## Work to be completed
Whenever the string "main" appears in a line below, please copy the line out.

## Entries shown
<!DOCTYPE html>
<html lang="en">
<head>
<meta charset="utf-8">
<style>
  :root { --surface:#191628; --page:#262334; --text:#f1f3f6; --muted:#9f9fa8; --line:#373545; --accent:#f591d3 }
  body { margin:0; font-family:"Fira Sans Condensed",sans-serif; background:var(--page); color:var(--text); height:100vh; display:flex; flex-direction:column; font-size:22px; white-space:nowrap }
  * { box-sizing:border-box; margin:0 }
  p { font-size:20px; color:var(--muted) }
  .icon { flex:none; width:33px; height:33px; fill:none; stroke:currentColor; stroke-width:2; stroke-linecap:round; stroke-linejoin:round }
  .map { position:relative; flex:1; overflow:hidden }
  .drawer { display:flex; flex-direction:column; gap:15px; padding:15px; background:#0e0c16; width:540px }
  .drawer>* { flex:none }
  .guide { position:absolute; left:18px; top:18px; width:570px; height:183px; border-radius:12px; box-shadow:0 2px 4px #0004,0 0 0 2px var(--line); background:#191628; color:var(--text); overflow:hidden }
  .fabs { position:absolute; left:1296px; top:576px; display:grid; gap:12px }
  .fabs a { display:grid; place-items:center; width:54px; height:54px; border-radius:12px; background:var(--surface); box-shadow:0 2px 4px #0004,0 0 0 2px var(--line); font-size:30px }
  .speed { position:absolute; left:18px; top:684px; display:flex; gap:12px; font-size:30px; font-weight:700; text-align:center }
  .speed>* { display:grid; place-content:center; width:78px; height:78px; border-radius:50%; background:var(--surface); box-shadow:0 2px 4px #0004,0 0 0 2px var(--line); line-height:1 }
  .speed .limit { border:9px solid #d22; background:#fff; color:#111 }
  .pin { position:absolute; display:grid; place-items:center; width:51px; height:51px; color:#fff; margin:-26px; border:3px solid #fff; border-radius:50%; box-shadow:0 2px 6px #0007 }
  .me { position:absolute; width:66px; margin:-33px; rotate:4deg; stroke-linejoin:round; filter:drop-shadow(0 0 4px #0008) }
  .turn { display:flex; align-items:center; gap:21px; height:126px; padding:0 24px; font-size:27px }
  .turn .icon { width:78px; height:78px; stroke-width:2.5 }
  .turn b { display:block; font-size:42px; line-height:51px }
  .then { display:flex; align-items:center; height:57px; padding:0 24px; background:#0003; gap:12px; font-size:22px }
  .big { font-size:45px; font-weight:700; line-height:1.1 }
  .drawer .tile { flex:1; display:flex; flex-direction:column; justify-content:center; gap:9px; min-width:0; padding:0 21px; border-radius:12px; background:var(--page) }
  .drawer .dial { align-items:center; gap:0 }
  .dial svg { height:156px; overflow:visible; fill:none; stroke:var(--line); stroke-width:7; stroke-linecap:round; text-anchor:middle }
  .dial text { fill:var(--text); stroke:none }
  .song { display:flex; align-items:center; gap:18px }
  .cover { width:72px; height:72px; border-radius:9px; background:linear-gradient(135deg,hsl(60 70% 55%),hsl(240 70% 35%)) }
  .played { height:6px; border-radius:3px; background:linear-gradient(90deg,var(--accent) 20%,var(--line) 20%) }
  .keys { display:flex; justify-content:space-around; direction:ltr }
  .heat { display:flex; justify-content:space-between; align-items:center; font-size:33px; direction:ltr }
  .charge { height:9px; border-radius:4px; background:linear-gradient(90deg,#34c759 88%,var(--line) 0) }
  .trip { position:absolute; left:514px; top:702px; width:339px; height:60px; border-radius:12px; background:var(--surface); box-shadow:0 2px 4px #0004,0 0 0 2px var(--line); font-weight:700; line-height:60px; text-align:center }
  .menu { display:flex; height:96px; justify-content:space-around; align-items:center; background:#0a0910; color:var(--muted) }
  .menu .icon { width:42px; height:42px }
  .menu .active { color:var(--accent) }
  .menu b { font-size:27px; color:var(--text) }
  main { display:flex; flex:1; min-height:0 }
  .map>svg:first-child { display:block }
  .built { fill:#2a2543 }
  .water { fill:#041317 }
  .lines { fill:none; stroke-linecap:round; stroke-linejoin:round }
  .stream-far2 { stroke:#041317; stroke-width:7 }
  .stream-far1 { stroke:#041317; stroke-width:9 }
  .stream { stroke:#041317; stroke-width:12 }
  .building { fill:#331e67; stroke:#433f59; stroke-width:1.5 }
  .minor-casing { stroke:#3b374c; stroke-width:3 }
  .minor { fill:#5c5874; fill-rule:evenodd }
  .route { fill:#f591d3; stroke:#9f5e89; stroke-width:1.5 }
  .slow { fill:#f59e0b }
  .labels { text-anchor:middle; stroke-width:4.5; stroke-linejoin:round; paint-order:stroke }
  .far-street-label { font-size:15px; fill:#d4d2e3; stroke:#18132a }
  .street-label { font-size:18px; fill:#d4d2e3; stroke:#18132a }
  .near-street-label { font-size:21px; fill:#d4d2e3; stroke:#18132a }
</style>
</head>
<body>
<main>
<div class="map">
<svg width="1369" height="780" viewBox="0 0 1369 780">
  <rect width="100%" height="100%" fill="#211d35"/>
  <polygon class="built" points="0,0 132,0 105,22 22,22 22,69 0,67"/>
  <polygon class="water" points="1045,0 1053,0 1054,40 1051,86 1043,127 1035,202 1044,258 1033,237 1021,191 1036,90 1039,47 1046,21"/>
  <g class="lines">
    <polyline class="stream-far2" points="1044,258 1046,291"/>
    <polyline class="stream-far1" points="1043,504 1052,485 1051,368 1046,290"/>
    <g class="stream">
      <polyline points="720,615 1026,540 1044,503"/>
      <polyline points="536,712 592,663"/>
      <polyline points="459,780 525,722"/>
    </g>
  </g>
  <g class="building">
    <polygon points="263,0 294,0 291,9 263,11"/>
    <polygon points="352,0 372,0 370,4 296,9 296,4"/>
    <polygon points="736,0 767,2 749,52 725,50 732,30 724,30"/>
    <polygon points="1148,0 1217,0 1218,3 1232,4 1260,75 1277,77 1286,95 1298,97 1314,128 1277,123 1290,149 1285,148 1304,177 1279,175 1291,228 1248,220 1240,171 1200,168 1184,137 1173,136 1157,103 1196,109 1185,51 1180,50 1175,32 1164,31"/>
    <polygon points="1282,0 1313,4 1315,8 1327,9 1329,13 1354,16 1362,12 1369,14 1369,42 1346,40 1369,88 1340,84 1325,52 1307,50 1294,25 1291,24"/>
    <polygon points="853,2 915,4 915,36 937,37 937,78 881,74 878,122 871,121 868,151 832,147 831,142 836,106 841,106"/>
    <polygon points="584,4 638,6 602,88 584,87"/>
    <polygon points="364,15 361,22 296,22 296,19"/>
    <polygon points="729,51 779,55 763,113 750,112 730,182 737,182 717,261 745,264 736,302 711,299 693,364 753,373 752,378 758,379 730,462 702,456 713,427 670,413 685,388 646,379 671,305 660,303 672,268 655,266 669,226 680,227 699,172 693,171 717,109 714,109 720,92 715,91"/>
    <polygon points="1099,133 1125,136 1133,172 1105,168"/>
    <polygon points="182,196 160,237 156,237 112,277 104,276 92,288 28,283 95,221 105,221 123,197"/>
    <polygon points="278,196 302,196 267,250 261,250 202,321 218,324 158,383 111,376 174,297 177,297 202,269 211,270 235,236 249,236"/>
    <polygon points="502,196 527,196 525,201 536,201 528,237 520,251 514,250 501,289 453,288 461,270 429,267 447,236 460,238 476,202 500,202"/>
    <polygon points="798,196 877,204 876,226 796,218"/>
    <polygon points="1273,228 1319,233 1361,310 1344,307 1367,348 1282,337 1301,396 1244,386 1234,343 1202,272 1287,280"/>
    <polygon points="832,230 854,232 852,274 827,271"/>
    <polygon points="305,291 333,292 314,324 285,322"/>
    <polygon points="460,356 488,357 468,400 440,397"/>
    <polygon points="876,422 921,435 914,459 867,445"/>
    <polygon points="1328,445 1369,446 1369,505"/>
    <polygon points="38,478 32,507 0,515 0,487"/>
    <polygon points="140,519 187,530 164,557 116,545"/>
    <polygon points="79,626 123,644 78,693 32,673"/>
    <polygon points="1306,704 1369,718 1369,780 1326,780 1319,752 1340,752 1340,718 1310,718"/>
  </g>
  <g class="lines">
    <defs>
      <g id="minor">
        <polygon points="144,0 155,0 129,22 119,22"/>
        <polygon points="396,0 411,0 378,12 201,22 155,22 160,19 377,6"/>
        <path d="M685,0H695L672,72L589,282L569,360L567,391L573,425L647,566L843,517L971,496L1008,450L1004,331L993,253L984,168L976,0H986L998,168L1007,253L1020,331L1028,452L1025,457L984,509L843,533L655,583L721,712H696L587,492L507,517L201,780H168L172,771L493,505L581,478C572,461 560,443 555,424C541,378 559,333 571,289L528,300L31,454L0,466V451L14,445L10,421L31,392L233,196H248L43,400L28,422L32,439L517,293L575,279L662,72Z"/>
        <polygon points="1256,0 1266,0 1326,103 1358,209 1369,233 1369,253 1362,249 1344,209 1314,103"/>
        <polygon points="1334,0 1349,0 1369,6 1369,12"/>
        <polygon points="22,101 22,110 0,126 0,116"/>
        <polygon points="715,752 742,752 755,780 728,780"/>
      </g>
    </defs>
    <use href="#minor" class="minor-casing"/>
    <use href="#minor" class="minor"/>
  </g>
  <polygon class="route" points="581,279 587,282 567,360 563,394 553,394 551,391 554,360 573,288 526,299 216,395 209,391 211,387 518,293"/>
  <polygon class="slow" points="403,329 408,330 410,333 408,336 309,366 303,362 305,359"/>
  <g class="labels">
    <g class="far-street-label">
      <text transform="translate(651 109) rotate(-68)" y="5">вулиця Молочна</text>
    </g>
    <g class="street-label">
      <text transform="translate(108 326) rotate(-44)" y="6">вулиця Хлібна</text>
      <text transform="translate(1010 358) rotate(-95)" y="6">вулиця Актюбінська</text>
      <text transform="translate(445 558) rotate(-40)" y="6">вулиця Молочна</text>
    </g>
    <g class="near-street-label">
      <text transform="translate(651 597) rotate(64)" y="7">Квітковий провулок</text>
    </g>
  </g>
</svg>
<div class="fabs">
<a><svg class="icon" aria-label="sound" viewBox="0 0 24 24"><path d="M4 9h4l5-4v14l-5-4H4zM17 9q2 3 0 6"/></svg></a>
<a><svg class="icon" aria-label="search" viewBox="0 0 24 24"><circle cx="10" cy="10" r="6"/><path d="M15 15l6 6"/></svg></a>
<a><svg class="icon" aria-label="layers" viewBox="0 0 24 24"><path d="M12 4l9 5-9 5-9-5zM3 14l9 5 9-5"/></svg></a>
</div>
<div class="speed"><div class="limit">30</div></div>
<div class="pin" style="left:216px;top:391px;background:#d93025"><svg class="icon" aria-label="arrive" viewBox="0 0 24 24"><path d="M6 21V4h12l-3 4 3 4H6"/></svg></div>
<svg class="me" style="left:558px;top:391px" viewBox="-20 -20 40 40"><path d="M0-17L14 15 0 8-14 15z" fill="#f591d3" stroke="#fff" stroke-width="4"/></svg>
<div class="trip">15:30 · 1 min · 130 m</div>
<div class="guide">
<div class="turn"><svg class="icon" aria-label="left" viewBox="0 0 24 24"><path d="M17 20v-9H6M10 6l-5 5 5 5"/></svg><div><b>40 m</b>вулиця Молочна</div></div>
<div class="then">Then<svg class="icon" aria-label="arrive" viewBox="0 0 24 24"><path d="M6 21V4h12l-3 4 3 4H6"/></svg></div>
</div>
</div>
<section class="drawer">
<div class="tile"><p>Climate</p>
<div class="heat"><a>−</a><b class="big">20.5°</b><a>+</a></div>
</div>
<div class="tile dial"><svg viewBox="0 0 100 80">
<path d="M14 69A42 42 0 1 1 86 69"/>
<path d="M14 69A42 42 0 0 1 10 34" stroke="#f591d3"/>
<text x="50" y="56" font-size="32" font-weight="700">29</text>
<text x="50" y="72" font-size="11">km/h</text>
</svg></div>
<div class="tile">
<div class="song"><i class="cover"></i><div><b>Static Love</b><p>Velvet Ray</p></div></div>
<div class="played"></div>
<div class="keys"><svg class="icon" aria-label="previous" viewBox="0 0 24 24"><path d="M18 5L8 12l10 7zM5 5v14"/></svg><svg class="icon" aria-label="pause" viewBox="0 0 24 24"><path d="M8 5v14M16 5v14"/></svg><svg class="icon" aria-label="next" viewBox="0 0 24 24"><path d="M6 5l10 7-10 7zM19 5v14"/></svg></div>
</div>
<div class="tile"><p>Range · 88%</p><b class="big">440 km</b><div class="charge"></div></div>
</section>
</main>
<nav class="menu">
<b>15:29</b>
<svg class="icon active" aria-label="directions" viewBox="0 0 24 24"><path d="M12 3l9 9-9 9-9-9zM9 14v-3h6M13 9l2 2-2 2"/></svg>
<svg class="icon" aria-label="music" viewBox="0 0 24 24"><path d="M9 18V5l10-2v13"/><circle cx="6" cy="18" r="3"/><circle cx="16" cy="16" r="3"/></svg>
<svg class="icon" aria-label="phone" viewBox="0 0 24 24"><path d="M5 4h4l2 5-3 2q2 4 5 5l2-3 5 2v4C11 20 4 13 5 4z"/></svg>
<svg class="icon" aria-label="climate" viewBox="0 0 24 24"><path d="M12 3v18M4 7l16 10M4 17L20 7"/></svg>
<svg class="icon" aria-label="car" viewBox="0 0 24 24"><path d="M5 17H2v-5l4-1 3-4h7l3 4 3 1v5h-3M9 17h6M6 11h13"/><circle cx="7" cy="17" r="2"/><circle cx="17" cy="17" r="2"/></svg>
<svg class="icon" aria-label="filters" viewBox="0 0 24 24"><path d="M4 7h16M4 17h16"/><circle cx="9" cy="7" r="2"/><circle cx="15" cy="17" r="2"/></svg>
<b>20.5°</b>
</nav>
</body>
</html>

## Exercise output
  main { display:flex; flex:1; min-height:0 }
<main>
</main>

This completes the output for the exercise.